Nobel Physics Prize Awarded to 3 for Topology Work

Their research was conducted in the 1970s and '80s. Nobel judges often award discoveries made decades ago, to make sure they withstand the test of time

British-born scientists David Thouless, Duncan Haldane and Michael Kosterlitz were awarded this year's Nobel Prize in physics on Tuesday for work that "revealed the secrets of exotic matter," the prize committee said.

The three "opened the door" to an unknown world where matter takes unusual states or phases, the Royal Swedish Academy of Sciences said.

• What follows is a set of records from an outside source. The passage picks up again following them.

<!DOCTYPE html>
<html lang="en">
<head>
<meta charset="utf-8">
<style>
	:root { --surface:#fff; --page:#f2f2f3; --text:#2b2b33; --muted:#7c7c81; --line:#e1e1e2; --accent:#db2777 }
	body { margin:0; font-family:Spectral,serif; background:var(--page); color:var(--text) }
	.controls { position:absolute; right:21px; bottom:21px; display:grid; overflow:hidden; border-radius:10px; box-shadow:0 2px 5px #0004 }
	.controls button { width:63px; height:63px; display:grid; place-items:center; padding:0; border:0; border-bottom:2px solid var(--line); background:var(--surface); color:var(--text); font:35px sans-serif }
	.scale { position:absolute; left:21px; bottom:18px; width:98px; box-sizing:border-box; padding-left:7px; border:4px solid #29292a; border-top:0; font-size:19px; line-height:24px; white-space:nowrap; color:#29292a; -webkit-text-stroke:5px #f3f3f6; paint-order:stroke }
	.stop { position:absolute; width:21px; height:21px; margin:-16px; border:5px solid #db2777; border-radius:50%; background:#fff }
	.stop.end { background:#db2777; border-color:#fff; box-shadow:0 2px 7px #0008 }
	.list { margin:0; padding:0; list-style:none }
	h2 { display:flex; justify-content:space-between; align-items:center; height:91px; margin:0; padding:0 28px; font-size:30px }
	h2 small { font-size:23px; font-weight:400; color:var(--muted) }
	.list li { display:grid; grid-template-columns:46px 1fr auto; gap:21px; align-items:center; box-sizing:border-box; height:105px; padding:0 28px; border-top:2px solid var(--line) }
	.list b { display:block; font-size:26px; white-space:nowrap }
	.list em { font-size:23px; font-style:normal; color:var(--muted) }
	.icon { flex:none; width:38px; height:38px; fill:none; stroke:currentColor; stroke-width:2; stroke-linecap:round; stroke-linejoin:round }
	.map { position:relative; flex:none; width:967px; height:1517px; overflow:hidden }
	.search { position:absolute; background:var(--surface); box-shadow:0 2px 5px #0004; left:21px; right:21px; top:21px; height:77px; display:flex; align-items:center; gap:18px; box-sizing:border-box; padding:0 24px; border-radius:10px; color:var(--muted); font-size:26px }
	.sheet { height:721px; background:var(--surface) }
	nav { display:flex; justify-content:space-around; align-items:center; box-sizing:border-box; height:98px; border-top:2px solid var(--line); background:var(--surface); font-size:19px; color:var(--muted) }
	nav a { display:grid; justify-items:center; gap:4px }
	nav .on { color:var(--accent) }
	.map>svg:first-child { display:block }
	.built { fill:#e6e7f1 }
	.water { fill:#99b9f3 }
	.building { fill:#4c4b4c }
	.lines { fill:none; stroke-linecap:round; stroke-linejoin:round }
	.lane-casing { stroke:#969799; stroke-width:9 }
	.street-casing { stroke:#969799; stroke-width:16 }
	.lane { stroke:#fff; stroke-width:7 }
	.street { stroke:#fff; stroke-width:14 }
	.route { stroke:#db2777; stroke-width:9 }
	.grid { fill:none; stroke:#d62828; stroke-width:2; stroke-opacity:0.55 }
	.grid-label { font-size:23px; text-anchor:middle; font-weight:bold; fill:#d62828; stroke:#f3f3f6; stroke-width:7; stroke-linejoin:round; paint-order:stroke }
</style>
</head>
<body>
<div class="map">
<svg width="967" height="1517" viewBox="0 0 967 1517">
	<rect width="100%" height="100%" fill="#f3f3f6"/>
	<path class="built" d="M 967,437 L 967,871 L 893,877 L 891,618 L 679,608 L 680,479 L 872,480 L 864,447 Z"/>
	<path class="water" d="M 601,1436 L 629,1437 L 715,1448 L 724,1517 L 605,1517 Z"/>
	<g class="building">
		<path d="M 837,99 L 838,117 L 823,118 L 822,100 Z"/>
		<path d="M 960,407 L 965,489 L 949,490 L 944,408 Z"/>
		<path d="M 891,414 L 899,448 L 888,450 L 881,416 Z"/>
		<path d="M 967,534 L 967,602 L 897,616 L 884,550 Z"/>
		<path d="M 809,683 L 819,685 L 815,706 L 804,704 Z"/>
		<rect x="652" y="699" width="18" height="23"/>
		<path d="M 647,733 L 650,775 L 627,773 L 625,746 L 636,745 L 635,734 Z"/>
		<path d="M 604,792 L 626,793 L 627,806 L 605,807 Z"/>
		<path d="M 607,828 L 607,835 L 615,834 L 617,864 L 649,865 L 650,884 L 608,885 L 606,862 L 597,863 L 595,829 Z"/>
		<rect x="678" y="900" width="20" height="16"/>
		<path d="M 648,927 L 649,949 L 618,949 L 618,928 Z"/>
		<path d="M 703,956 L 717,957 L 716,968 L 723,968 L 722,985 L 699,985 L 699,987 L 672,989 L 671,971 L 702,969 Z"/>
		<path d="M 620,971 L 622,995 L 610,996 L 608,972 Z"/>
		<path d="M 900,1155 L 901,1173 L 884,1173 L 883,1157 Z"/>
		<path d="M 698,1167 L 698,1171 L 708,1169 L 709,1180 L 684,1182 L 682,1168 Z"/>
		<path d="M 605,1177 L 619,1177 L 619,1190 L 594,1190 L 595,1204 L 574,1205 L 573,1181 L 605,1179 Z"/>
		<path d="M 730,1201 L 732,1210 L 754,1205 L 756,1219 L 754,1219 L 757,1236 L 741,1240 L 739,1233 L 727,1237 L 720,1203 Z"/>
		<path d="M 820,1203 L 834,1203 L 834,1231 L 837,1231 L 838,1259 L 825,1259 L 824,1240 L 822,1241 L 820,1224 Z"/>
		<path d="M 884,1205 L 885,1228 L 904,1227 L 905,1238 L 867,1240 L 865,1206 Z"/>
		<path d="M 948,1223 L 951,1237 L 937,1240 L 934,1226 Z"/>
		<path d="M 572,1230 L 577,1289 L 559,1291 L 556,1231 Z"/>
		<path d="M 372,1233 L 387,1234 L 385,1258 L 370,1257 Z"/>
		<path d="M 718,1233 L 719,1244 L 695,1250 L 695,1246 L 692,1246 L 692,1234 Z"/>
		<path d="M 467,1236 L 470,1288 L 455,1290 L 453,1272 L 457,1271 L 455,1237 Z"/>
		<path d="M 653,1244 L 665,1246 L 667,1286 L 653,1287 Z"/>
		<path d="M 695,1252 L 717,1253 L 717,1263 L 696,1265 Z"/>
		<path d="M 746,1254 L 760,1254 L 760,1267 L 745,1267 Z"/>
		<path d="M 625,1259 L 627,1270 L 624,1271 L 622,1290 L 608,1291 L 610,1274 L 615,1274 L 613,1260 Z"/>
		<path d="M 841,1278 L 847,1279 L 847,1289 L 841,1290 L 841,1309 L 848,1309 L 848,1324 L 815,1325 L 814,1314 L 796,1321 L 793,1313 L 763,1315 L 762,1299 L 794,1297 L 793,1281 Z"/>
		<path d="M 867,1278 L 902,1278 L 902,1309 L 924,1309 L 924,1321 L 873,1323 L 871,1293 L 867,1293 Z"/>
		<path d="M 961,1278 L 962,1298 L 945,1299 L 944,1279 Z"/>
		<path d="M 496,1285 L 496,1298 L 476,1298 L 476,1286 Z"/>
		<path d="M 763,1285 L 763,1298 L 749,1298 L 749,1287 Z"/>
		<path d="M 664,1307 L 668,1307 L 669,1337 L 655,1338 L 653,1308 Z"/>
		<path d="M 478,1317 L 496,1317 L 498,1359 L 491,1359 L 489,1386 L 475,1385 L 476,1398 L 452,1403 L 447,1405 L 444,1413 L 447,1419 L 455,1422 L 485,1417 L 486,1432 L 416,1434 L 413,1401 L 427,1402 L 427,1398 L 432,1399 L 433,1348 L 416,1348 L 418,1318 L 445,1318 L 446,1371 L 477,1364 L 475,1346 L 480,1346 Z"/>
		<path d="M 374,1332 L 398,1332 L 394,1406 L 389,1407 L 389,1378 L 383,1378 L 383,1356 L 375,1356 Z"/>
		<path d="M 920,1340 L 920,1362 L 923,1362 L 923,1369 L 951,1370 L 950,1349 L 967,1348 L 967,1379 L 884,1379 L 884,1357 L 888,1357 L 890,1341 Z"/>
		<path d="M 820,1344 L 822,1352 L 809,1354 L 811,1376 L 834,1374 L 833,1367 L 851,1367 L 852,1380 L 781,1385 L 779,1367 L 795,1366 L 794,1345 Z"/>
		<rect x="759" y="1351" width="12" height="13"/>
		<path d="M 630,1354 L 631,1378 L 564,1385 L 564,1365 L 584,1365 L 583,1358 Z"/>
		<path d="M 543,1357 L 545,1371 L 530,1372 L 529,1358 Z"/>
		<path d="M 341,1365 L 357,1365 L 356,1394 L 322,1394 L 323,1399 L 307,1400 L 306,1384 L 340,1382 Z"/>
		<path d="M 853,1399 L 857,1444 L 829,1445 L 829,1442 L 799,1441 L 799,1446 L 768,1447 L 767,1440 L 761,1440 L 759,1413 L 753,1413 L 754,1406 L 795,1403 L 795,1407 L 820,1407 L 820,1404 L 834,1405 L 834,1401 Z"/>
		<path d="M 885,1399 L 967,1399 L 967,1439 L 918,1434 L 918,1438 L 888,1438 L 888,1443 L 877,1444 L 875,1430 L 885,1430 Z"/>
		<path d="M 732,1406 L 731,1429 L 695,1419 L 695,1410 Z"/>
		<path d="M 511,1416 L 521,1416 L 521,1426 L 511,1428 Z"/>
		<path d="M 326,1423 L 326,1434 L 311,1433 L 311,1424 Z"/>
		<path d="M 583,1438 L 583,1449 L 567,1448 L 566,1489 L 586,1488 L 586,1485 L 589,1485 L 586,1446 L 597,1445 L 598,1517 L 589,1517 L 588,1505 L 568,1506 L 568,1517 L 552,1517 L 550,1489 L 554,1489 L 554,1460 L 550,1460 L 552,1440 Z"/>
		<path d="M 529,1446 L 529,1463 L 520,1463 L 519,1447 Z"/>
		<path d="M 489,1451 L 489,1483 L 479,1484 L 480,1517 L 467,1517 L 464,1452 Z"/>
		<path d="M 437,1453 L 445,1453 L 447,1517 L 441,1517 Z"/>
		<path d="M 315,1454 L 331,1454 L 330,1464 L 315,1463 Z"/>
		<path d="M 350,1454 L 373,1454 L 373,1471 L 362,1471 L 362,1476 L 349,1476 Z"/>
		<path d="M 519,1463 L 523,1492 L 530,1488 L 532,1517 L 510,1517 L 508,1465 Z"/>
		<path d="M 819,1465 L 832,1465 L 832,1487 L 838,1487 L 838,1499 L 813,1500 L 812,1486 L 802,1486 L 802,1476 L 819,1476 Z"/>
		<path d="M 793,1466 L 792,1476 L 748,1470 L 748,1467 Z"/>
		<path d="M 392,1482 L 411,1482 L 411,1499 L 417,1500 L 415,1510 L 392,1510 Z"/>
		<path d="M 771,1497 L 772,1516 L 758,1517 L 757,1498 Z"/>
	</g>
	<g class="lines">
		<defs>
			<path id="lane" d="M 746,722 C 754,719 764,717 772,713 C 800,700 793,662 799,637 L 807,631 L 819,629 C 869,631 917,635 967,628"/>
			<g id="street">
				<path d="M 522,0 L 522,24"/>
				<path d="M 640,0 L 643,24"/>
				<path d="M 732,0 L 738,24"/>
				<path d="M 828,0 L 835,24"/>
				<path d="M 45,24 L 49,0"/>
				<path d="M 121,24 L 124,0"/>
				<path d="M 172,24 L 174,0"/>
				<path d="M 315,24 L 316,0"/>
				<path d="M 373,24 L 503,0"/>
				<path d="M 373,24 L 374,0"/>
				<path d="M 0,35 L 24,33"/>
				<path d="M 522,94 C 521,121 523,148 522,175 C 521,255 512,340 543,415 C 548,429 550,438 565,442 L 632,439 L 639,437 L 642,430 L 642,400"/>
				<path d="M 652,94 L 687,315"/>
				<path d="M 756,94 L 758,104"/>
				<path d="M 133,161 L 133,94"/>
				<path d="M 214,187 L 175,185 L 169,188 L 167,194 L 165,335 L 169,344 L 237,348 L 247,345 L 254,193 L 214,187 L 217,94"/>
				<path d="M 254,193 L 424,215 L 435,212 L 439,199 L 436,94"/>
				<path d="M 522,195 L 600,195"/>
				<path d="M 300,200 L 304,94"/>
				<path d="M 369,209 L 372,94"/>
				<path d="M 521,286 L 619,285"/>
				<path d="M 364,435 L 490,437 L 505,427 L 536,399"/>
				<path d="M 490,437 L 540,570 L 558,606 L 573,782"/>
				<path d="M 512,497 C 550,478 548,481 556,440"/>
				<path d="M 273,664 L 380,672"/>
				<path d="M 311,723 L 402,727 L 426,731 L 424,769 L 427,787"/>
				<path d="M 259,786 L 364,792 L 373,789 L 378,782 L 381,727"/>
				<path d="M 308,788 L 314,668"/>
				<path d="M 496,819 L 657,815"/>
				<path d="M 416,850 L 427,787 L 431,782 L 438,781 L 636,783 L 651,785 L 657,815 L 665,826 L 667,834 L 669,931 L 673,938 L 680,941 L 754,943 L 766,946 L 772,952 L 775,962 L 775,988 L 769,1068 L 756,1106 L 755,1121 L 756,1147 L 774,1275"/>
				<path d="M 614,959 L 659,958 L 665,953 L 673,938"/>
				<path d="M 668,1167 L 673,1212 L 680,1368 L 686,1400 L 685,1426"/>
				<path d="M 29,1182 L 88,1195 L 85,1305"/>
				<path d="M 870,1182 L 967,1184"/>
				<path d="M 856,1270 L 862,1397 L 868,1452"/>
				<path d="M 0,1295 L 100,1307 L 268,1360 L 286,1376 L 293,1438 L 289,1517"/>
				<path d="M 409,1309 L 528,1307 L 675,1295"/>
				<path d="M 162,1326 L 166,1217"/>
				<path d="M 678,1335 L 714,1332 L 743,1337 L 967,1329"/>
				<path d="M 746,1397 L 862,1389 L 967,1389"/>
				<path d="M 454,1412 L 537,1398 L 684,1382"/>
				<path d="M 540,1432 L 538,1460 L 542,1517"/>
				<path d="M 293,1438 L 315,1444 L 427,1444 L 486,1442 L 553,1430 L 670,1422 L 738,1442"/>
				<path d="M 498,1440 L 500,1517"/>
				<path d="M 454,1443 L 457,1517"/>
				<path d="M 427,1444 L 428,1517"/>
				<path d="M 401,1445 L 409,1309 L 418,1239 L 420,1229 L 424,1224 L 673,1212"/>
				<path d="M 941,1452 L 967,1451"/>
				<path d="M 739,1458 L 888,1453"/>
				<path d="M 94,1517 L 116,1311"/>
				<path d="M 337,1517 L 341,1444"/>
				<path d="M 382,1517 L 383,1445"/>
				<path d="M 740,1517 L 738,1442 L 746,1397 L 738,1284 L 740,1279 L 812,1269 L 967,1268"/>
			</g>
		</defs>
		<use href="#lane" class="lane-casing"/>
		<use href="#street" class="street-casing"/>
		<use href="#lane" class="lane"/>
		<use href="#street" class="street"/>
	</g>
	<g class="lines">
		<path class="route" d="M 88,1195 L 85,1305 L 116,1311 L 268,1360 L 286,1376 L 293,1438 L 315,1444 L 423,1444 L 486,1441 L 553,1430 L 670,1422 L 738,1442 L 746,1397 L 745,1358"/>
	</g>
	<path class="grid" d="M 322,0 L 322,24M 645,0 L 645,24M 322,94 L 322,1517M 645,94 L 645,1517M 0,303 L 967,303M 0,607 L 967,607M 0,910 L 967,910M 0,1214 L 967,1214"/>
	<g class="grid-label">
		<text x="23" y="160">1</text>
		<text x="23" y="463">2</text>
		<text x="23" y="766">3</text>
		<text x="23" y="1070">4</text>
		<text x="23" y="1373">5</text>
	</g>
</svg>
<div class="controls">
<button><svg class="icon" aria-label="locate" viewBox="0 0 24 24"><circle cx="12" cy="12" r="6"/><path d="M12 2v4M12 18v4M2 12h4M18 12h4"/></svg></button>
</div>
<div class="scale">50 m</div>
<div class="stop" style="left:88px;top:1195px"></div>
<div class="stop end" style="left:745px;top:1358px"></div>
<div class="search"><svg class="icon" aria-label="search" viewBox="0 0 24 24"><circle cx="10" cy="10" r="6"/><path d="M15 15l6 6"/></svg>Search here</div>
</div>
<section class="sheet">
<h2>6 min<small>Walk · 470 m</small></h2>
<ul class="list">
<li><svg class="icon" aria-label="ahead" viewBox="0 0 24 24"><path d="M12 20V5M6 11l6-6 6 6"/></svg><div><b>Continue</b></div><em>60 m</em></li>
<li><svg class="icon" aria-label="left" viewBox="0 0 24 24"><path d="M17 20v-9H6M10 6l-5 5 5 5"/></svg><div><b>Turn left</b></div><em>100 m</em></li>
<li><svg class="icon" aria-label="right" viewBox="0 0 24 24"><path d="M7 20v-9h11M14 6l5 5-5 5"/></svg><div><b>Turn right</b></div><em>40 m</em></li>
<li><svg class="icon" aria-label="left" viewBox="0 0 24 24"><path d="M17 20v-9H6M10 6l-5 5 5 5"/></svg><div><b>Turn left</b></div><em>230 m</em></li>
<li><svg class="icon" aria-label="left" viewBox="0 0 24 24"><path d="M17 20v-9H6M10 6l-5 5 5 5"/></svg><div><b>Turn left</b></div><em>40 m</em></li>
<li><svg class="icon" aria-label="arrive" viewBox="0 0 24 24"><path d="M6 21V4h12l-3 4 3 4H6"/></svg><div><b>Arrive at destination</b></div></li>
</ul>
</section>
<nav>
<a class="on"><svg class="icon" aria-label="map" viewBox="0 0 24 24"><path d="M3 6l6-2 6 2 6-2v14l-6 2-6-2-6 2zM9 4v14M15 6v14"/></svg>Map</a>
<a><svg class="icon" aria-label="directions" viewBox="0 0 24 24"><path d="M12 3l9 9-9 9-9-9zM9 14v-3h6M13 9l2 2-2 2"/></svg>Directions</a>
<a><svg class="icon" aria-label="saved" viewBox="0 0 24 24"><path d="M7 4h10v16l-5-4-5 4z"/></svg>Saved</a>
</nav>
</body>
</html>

They were for their "theoretical discoveries of topological phase transitions and topological phases of matter."

Thouless, 82, is a professor emeritus at the University of Washington. Haldane, 65, is a physics professor at Princeton University in New Jersey. Kosterlitz, 73, is a physics professor at Brown University in Providence, Rhode Island.

Their research was conducted in the 1970s and '80s. Nobel judges often award discoveries made decades ago, to make sure they withstand the test of time.

This year's Nobel Prize announcements started Monday with the medicine award going to Japanese biologist Yoshinori Ohsumi for discoveries on autophagy, the process by which a cell breaks down and recycles content.

The chemistry prize will be announced on Wednesday and the Nobel Peace Prize on Friday. The economics and literature awards will be announced next week.

Each prize has a purse of 8 million kronor ($930,000). The winners also collect a medal and a diploma at the award ceremonies on Dec. 10, the anniversary of prize founder Alfred Nobel's death in 1896.